Nonhematological malignancies
Comparing the NHM group versus the non‐SPM group, there was no significant difference in the number of prior treatment regimens, prior ASCT or the length of exposure to oral cyclophosphamide or melphalan before lenalidomide treatment (median of 4 months in both groups) (Table 1). All patients in the NHM group (100%) received G‐CSF as compared to 55% in the control group (P = 0.06). Previous radiotherapy had been given to three patients (60%) in NHM group versus 25% in the control group.
Progression‐free and OS
The median PFS was significantly different between the SPM and non‐SPM groups, 30.1 months (95% CI 13.3–63.9) versus 5.9 months (95% CI 4.8–10.1), respectively (Log‐rank P = 0.029; Wilcoxon P = 0.004). The differences in PFS between MDS/AML, NHM, and non‐SPM groups were also statistically significant (Wilcoxon P = 0.004), Figure 2.

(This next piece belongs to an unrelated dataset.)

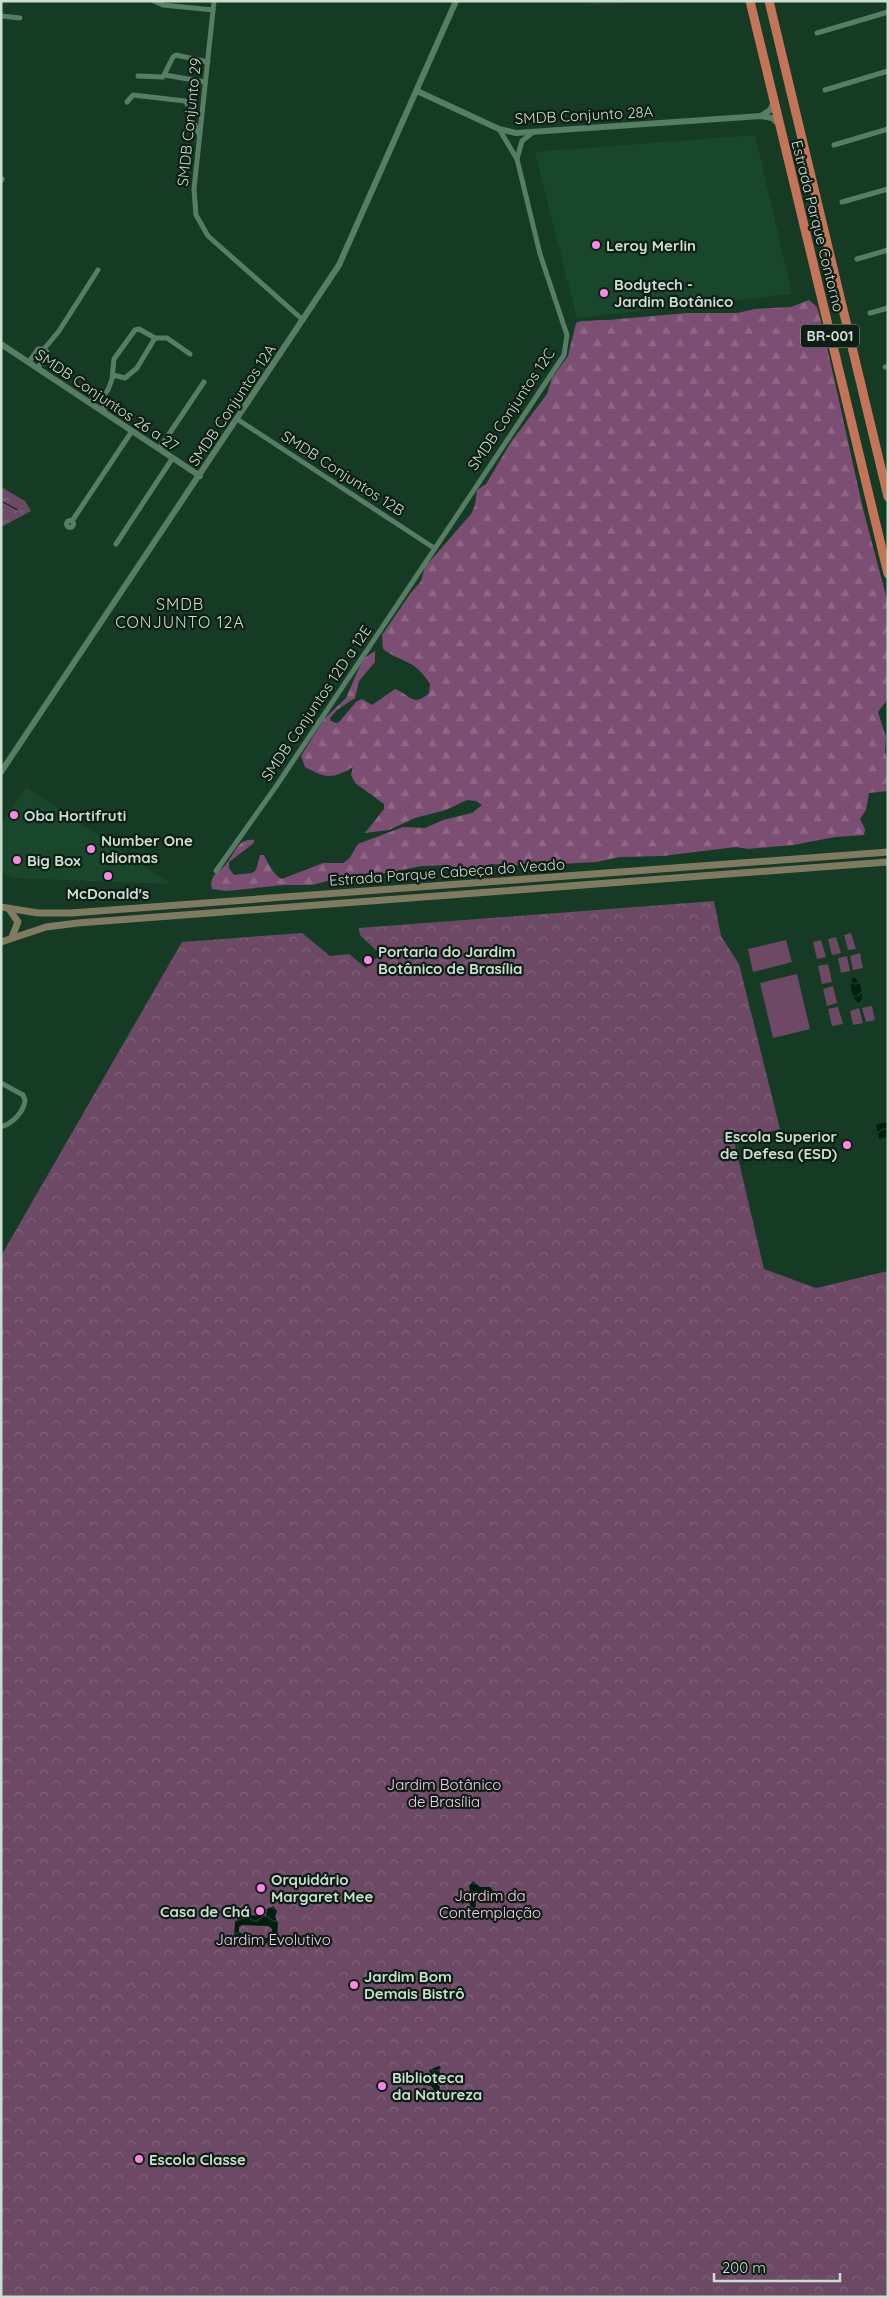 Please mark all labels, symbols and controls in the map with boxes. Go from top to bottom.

All six patients in the MDS/AML group died at a median of 7.4 months (range 0.89–13.19) from diagnosis of their SPM. One patient with RAEB‐2 progressed to AML, one died from progressive CHF requiring placement of a cardiac defibrillator without progression of MM or AML, one succumbed directly to AML progression, one with MDS progressed to plasma cell leukemia and one developed squamous cell carcinoma. The exact cause of death was unknown for one MDS patient, but there was no known progression of MM or AML. Two out of the five NHM patients were still alive at last follow‐up after completing 79 and 74 months of Len‐dex treatment. The patient diagnosed with urethral cancer had received 74 months of Len‐dex therapy before she was discontinued at the time of surgical resection and nephrectomy. The second patient, diagnosed with squamous cell carcinoma of head and neck, was still receiving Len‐dex (post‐79 cycles) at last follow‐up.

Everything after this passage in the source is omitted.